Health Hazards Revealed!

In 1964, the Surgeon General's report on "Smoking and Health" came out. This report assisted in allowing the government to regulate the advertisement and sales of cigarettes. The 1960's in general was a time when much of the health hazards of smoking were reported.

In 1965, television cigarette ads are taken off the air in Great Britain.

In 1966, those health warnings on cigarette packs begin popping up.

In 1968, Bravo, a non-tobacco cigarette brand was marketed. Made primarily of lettuce, it failed miserably!

Because of the negative press about tobacco, the major tobacco companies begin to diversify their products. Phillip Morris begins to buy into the Miller Brewing Company, makers of Miller Beer, Miller Lite, and Red Dog Beer. RJ Reynolds Tobacco Company drops the "Tobacco Company" in its name, and becomes RJ Reynolds Industries. It also begins to buy into other products, such as aluminum. American Tobacco Company also drops "Tobacco" from its name, becoming American Brands, Inc.
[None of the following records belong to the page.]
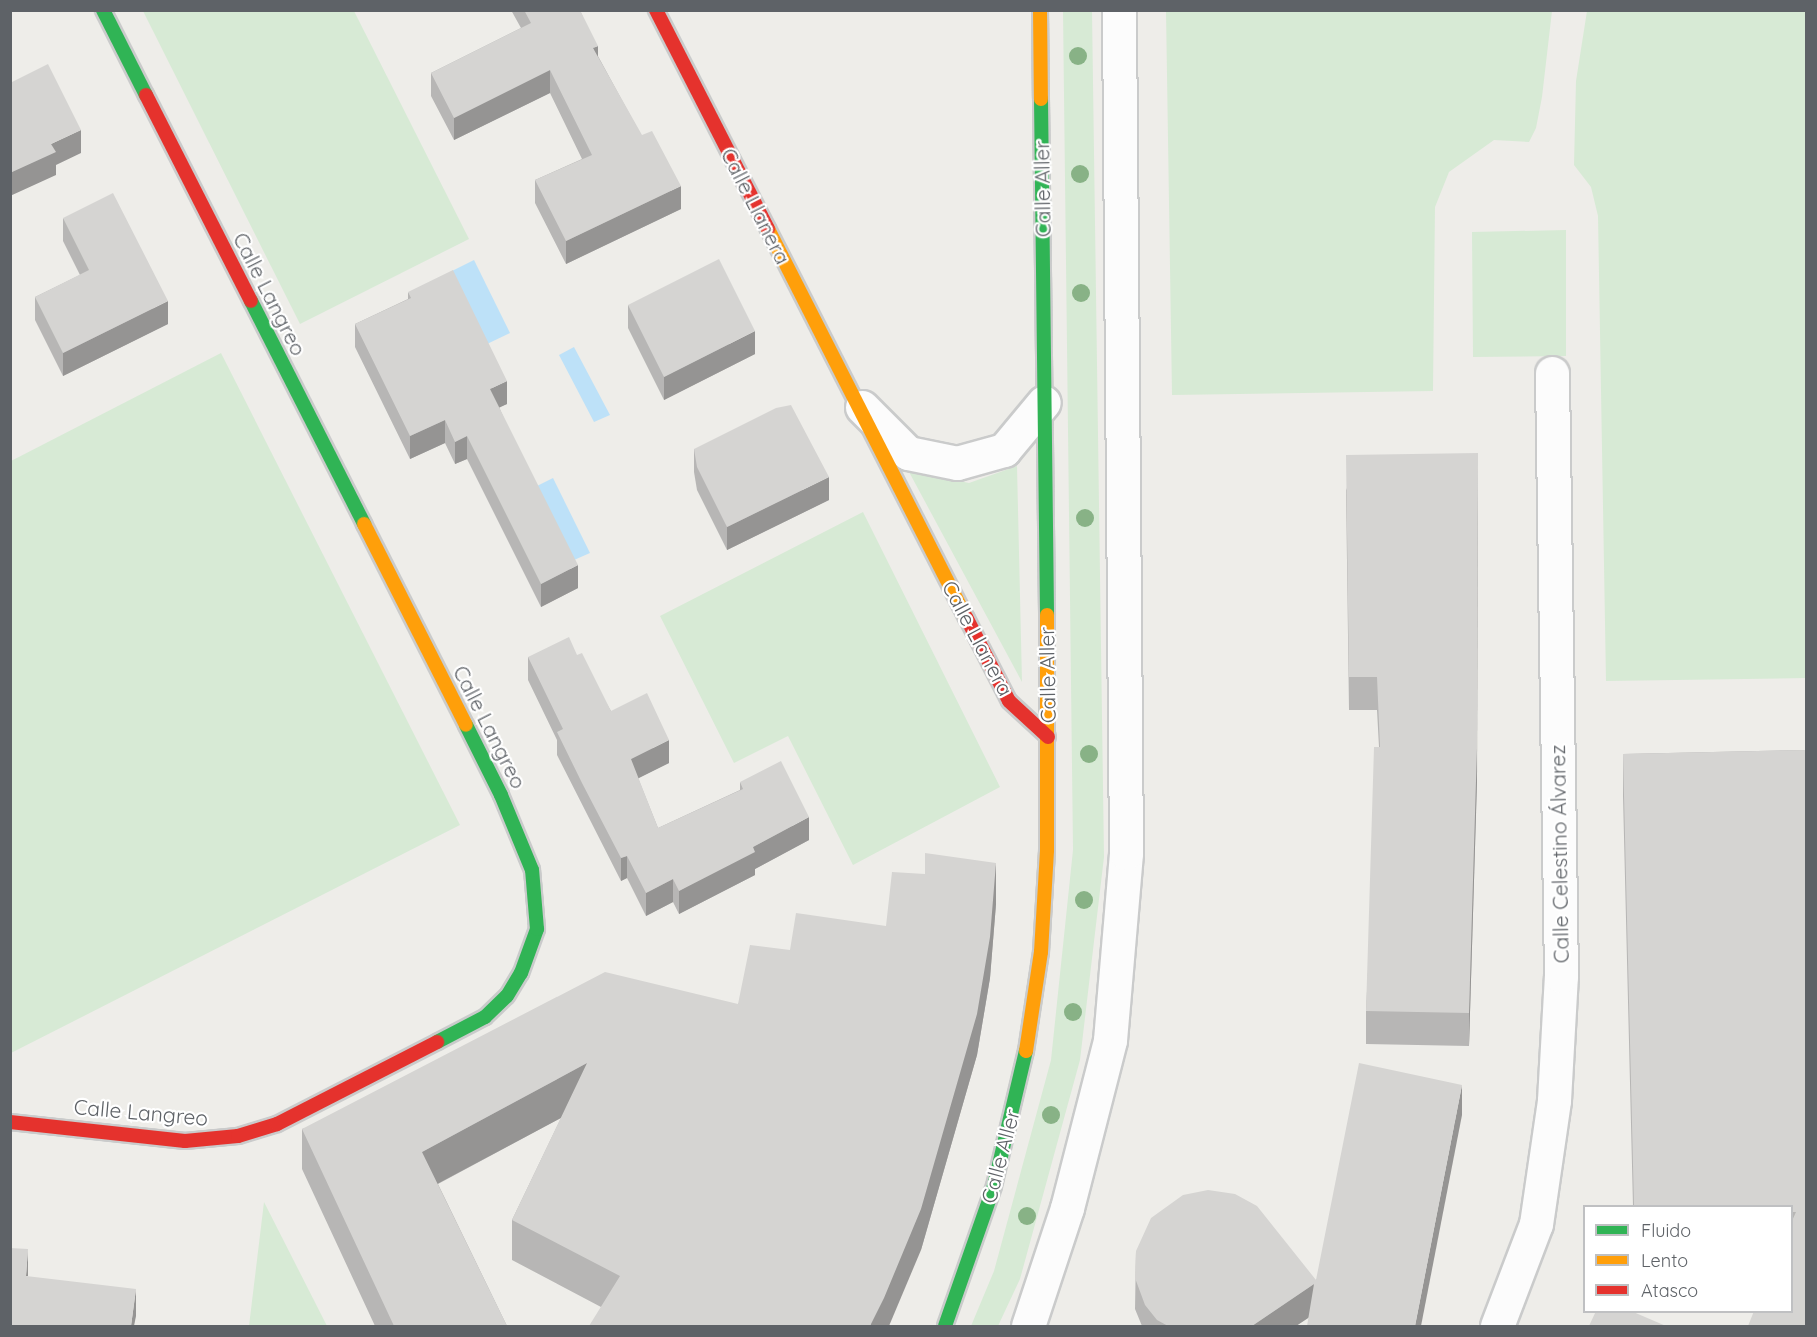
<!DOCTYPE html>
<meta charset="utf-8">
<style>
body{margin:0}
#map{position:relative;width:1817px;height:1337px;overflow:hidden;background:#eeede9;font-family:Quicksand,sans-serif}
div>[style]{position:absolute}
.green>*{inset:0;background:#d7ead5}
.water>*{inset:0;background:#bde1f8}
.roads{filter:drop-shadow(2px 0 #cacbcb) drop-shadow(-2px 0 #cacbcb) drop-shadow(0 2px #cacbcb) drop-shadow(0 -2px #cacbcb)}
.street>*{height:33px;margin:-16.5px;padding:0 16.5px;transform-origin:16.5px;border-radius:16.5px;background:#fcfcfc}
.fast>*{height:14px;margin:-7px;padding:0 7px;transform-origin:7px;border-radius:7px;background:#30b455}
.slow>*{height:14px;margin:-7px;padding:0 7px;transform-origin:7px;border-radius:7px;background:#ff9f0a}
.jam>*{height:14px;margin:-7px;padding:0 7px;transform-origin:7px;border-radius:7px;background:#e5322d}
.trees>*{width:18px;height:18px;margin:-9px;border-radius:50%;background:#88b286}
.wall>*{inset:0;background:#b7b6b5}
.shaded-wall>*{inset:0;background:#959493}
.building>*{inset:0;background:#d5d4d2}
span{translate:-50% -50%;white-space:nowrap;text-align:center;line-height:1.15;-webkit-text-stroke:4.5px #fff;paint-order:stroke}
.street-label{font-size:21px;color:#5e6267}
.frame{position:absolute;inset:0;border:12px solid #5e6267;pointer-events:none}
.legend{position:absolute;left:1583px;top:1205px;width:210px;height:108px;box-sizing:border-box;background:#fff;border:2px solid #bfc0c2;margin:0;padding:8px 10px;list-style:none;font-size:18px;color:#5e6267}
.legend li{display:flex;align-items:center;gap:12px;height:30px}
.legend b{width:30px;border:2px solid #bfc0c2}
</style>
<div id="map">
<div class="green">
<div style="clip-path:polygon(143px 11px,354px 11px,469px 239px,300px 324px)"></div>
<div style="clip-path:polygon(1063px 11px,1092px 11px,1104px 857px,1080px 1060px,1020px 1279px,998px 1326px,971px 1326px,994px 1271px,1051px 1060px,1073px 850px)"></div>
<div style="clip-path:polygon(1166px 11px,1552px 11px,1542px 97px,1536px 128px,1529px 142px,1494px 140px,1449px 172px,1435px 207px,1433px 391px,1172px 395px)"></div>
<div style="clip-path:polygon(1587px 11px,1806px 11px,1806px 678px,1606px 681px,1598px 216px,1591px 187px,1574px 165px,1576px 81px)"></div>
<div style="clip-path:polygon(1566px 230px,1566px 356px,1473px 357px,1472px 232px)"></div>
<div style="clip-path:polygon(221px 353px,460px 825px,11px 1053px,11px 461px)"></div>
<div style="clip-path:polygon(1017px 466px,1022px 682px,908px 470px,969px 483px)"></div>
<div style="clip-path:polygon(863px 512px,1000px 787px,853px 865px,788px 736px,734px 763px,660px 616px)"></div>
<div style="clip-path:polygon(264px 1202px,327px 1326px,249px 1326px)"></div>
</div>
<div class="water">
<div style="clip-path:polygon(474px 260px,510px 333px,487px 344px,452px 271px)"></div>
<div style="clip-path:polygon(574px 347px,610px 415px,594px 422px,559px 355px)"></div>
<div style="clip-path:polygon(553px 478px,590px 553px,574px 560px,537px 486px)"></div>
</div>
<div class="roads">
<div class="street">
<div style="left:862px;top:407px;width:65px;rotate:45deg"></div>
<div style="left:908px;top:453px;width:50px;rotate:11.5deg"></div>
<div style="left:957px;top:463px;width:49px;rotate:-15.5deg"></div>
<div style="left:1004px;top:450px;width:62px;rotate:-50.2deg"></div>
<div style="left:1028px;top:1326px;width:124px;rotate:-71.7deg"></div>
<div style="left:1067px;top:1208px;width:173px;rotate:-75.6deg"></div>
<div style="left:1110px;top:1040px;width:188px;rotate:-85.1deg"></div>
<div style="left:1126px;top:853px;width:843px;rotate:-90.48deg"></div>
<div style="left:1497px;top:1326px;width:109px;rotate:-69.1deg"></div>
<div style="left:1536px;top:1224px;width:125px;rotate:-81.7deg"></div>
<div style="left:1554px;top:1100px;width:124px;rotate:-86.8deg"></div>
<div style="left:1561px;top:976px;width:603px;rotate:-90.86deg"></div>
</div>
<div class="fast">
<div style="left:103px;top:10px;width:95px;rotate:63.2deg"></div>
<div style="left:1041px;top:99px;width:516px;rotate:89.33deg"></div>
<div style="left:251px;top:301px;width:250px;rotate:63.1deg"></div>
<div style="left:437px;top:1042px;width:54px;rotate:-27.5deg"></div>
<div style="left:485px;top:1017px;width:30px;rotate:-44deg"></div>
<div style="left:507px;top:996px;width:27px;rotate:-59deg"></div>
<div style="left:521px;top:973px;width:47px;rotate:-70deg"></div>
<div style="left:537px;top:929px;width:59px;rotate:-94.8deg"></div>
<div style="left:532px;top:870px;width:81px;rotate:-112.5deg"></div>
<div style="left:501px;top:795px;width:78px;rotate:-116.6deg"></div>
<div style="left:945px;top:1326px;width:148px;rotate:-70.7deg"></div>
<div style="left:994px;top:1186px;width:139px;rotate:-76.7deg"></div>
</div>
<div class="slow">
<div style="left:1040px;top:10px;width:89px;rotate:89.4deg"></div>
<div style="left:768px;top:229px;width:436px;rotate:63deg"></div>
<div style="left:364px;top:524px;width:225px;rotate:63.1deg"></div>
<div style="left:1026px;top:1051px;width:100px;rotate:-81.4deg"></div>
<div style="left:1041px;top:952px;width:102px;rotate:-86.6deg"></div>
<div style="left:1047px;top:850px;width:235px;rotate:-90deg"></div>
</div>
<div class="jam">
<div style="left:656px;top:10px;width:246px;rotate:62.9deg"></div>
<div style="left:146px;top:95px;width:231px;rotate:63deg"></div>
<div style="left:966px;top:617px;width:94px;rotate:62.9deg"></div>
<div style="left:1009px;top:701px;width:53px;rotate:42.7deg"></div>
<div style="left:10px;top:1122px;width:176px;rotate:6.2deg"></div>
<div style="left:185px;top:1141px;width:53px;rotate:-5.4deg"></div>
<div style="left:238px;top:1136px;width:41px;rotate:-17.1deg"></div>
<div style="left:277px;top:1124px;width:180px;rotate:-27.1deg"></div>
</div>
</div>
<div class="trees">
<div style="left:1078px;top:56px"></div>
<div style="left:1080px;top:174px"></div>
<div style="left:1081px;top:293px"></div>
<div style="left:1085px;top:518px"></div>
<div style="left:1089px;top:754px"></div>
<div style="left:1084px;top:900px"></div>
<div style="left:1073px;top:1012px"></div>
<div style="left:1051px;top:1115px"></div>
<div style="left:1027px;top:1216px"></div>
</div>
<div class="wall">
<div style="clip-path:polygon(511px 10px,580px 10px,598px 56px,681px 209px,566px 264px,535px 203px,535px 180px,582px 159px,550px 93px,454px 140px,431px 96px,431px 73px,521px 28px)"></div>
<div style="clip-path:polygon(63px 218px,168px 324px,63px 376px,35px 320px,35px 297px,80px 275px,63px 241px)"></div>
<div style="clip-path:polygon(408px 292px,507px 404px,499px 407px,578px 588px,541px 607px,467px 459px,455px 464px,445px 443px,410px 459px,355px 347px,355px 324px,408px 299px)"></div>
<div style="clip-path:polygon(628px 305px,755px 354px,664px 400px,628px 328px)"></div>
<div style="clip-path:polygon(694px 449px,829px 500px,727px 550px,697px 490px,694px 472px)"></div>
<div style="clip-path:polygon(1346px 488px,1477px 781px,1469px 1046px,1366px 1044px,1366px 1011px,1379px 747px,1377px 710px,1349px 710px)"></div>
<div style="clip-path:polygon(577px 655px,611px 711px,669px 763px,638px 778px,658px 828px,740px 790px,740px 782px,809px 840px,755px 869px,755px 875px,679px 914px,673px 902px,646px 916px,627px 878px,621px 881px,557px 755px,557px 740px,528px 680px,528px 657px)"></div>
<div style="clip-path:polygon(1806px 750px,1806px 1326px,1791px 1311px,1791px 1206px,1633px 1206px,1623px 796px,1623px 754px)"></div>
<div style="clip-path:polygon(996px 904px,990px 978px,977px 1055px,921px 1250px,601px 1307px,512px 1260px,512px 1220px,561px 1118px,438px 1184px,507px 1326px,375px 1326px,302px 1169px,302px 1129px,738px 1004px,790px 950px,886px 926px)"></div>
<div style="clip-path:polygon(1462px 1115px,1308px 1318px,1296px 1326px,1142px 1326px,1135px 1309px,1136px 1251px,1316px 1280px)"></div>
</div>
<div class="shaded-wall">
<div style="clip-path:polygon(598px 46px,598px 69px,593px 48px)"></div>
<div style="clip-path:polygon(550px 70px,550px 93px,454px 140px,454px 118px)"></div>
<div style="clip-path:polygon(81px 130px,81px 153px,56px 165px,56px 175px,10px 196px,10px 173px,51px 144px)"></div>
<div style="clip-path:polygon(681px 186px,681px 209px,566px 264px,566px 241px)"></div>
<div style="clip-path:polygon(168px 301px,168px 324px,63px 376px,63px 353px)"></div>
<div style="clip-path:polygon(755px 331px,755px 354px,664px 400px,664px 377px)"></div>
<div style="clip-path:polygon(507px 381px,507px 404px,490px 412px,490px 389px)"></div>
<div style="clip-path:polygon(445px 420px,445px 443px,410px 459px,410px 436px)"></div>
<div style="clip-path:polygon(467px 436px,467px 459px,455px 464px,455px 442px)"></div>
<div style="clip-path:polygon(1478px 453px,1477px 781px,1469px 1046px,1469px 1013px)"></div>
<div style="clip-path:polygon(829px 477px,829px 500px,727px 550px,727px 527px)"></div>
<div style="clip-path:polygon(578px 565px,578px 588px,541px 607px,541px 584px)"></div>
<div style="clip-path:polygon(669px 740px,669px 763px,631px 782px,631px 759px)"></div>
<div style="clip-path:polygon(809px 817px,809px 840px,755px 869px,755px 875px,679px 914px,679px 891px,753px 847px)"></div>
<div style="clip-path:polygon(627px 856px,627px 878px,621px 881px,621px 858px)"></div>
<div style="clip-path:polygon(996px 863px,996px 904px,990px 978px,977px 1055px,921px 1250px,889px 1326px,870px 1326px)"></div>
<div style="clip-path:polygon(673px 879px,673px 902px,646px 916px,646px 893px)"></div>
<div style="clip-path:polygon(587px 1063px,587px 1104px,422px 1192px,422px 1152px)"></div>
<div style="clip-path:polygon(1462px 1085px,1462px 1115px,1421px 1326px,1415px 1326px)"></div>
<div style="clip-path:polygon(28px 1249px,28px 1276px,26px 1276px)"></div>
<div style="clip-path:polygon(1314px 1284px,1314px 1314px,1296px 1326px,1252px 1326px)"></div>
<div style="clip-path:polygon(136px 1289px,136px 1316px,134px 1326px,131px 1326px)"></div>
</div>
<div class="building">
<div style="clip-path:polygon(524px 10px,580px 10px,598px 46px,593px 48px,642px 135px,652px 131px,681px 186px,566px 241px,535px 180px,592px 155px,550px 70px,454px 118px,431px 73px,531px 23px)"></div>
<div style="clip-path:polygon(48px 64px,81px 130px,51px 144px,56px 152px,10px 173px,10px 83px)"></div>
<div style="clip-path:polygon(113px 193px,168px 301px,63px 353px,35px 297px,89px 270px,63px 218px)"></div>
<div style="clip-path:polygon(719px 259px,755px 331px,664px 377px,628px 305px)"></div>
<div style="clip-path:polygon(453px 270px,507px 381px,490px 389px,578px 565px,541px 584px,467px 436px,455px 442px,445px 420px,410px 436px,355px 324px,411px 298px,408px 292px)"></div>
<div style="clip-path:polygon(791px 405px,829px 477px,727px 527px,697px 467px,694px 449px,776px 408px)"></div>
<div style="clip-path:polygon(1478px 453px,1477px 748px,1469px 1013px,1366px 1011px,1374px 747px,1380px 747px,1377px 677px,1349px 677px,1346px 455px)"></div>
<div style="clip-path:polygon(569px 637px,577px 655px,582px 653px,611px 711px,647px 693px,669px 740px,631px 759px,658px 828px,743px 789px,740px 782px,781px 761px,809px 817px,753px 847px,755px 852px,679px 891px,673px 879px,646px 893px,627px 856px,621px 858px,582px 783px,557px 732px,563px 729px,528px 657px)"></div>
<div style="clip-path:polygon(1806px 750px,1806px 1326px,1748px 1326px,1754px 1311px,1791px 1311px,1791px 1223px,1796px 1212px,1791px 1212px,1791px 1206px,1634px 1206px,1623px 754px)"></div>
<div style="clip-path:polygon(925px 853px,996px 863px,990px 937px,977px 1014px,921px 1209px,884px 1298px,870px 1326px,589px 1326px,620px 1276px,512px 1220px,587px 1063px,422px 1152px,507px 1326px,394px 1326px,302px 1129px,605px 972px,738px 1004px,750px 945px,790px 950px,796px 913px,886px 926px,892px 872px,925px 874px)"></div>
<div style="clip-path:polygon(1359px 1063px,1462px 1085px,1415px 1326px,1307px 1326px,1314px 1284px,1252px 1326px,1168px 1326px,1157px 1320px,1145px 1305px,1135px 1278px,1136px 1251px,1151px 1218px,1183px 1195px,1208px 1190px,1235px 1194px,1257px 1206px,1316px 1280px)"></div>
<div style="clip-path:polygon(10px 1248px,28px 1249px,26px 1276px,136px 1289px,131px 1326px,10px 1326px)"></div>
<div style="clip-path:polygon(1596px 1311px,1631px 1311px,1666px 1326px,1589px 1326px)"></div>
</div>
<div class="street-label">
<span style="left:1042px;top:189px;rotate:-91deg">Calle Aller</span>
<span style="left:756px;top:206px;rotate:63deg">Calle Llanera</span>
<span style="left:270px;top:294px;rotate:63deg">Calle Langreo</span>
<span style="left:978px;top:638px;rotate:62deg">Calle Llanera</span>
<span style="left:1047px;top:675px;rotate:-91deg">Calle Aller</span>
<span style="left:490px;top:727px;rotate:63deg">Calle Langreo</span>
<span style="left:1559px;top:854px;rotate:-91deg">Calle Celestino Álvarez</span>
<span style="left:141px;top:1112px;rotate:5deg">Calle Langreo</span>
<span style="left:1000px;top:1156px;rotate:-75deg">Calle Aller</span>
</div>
<div class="frame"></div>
<ul class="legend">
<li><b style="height:8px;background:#30b455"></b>Fluido</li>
<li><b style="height:8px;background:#ff9f0a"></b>Lento</li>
<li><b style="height:8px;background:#e5322d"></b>Atasco</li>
</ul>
</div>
In 1971, television ads for cigarettes are finally taken off the air in the U.S. Cigarettes, however, are still the most heavily advertised product second to automobiles!

In 1977, the first national Great American Smokeout takes place.

In 1979, the Surgeon General reports on the Health Consequences of Smoking for Women. This is in light to the increasing number of women who are taking up the bad habit. Some attribute it to the slick ad campaign of the Virginia Slims brand, "You've Come a Long Way Baby!"